I think the cutline can be moved to the original PlayStation now.
>but for anything modern it's just not happening.
Which arguably explains a cultural rift in arcade emulation circles. MAME's philosophy is about cycle-accuracy, which might work for bespoke arcade hardware up to early 3D systems, whether they're bespoke (such as Namco's System 22) or console-derived (Namco's System 1x series, which all derive from the original PlayStation hardware) hardware. For newer arcade titles, which are just beefed period PCs, such kind of emulation (philosophy) would not be suffice for gameplay.
The good news is that modern systems are so unpredictable relative to each other that games can be relied upon to not require cycle-accuracy. IIRC the cycle timings can differ between different units of the same model.

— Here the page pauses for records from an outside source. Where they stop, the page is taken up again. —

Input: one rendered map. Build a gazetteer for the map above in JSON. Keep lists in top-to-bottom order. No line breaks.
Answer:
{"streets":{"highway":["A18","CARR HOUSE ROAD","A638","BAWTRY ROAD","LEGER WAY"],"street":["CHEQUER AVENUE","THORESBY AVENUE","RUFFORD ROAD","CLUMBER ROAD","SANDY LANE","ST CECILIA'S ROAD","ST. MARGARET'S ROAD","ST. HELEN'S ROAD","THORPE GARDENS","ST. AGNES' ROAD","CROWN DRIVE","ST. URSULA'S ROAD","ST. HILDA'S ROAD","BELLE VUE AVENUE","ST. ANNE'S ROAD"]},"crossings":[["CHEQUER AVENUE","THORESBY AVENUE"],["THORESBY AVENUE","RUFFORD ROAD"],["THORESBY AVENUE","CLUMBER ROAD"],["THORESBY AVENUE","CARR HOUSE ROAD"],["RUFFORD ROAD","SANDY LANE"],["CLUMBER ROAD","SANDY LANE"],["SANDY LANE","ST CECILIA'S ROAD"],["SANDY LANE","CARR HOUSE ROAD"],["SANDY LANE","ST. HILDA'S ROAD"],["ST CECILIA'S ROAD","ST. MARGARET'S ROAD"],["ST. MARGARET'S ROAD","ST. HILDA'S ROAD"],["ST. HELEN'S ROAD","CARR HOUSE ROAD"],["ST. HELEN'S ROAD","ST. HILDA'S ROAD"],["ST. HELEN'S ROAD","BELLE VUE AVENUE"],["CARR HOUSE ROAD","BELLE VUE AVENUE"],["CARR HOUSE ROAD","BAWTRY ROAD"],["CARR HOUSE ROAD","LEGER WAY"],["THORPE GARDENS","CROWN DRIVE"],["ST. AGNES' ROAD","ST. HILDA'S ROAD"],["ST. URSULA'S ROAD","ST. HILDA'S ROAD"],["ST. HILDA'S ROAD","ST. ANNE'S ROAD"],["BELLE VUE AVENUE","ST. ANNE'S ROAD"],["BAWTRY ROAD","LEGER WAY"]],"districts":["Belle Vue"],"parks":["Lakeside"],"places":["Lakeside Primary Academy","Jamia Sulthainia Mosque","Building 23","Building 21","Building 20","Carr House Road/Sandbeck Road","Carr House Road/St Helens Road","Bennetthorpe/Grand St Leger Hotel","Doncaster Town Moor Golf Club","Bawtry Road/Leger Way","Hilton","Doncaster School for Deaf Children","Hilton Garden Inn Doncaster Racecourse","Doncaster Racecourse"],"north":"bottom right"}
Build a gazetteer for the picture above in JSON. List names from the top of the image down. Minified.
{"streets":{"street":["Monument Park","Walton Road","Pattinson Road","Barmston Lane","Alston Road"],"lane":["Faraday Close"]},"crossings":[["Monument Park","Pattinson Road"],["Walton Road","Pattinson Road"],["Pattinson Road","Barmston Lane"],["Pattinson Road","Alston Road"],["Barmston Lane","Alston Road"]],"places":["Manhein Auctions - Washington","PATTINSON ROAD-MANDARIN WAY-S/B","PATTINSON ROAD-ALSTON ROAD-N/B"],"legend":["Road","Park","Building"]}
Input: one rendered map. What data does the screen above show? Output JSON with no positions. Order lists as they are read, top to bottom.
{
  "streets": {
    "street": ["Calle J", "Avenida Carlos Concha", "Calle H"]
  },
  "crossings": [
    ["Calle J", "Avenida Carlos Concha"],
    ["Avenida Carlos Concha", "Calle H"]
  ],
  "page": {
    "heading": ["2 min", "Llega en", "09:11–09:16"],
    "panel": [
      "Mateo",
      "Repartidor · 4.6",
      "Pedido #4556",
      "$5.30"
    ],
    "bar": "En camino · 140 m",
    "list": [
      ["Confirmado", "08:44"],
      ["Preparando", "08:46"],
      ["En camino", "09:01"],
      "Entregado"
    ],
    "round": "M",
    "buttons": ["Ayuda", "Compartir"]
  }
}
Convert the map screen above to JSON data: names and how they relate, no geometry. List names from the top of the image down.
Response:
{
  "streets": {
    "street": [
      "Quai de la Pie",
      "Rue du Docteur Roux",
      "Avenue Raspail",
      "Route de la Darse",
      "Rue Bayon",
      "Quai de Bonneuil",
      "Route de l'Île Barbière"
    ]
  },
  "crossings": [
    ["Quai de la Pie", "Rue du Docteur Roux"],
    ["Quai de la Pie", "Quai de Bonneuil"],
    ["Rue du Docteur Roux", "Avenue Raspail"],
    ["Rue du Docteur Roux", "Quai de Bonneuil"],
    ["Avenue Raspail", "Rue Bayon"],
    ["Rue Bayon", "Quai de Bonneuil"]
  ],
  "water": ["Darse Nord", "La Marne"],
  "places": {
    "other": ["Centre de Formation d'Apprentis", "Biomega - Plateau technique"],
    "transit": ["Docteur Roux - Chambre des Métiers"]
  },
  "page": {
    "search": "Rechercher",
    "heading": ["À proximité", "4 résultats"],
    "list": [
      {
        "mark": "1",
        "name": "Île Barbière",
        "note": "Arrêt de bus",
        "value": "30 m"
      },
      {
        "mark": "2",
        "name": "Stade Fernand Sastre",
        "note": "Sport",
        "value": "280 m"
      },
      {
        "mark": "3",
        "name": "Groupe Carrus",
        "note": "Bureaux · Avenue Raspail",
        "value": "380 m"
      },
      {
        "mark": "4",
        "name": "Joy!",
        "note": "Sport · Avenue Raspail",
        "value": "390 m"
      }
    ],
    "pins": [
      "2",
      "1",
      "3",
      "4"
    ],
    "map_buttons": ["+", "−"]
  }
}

I wonder how mainframe emulators (that sometimes are used to run legacy, very critical software on modern hardware) manage to do it. Do they go for full complete emulation? As in, implementing the entire hardware in software?
Mainframes typically execute batch processes on a CPU. Much simpler than a game console with a GPU. Cycle-accurate emulation is less relevant for mainframes.
You really don't have to understand any deep wizardry to get started (or, for the most part, even to finish). For the most part, you just look at a specification, and implement what it says. It requires some code architecting skill to not make a mess, but there are common patterns and it becomes a lot easier once you've built one or two emulators.
And you almost never need to understand electronics. You're only emulating behavior. When someone discovered bugs in the behavior of the original hardware, you usually just need to special-case it in your emulator. It might help to know some electronics to understand how those behaviors came to be, but that's more so of historical interest than actually practical.
There are certain unique challenges, but it's nothing too difficult. When there's an issue, you're usually debugging three things at once: Your understanding of the hardware, your implementation of the emulator, and the game you're emulating. It can be hard to pin down the exact problem. But here, I encourage you to just hack something together. It's not clean, but all emulators are full of special cases that try to somehow get popular games working. If a couple unclean hacks mean you can get a game working, just do so. You don't really need to exactly implement the original hardware's behavior. Just get the game working.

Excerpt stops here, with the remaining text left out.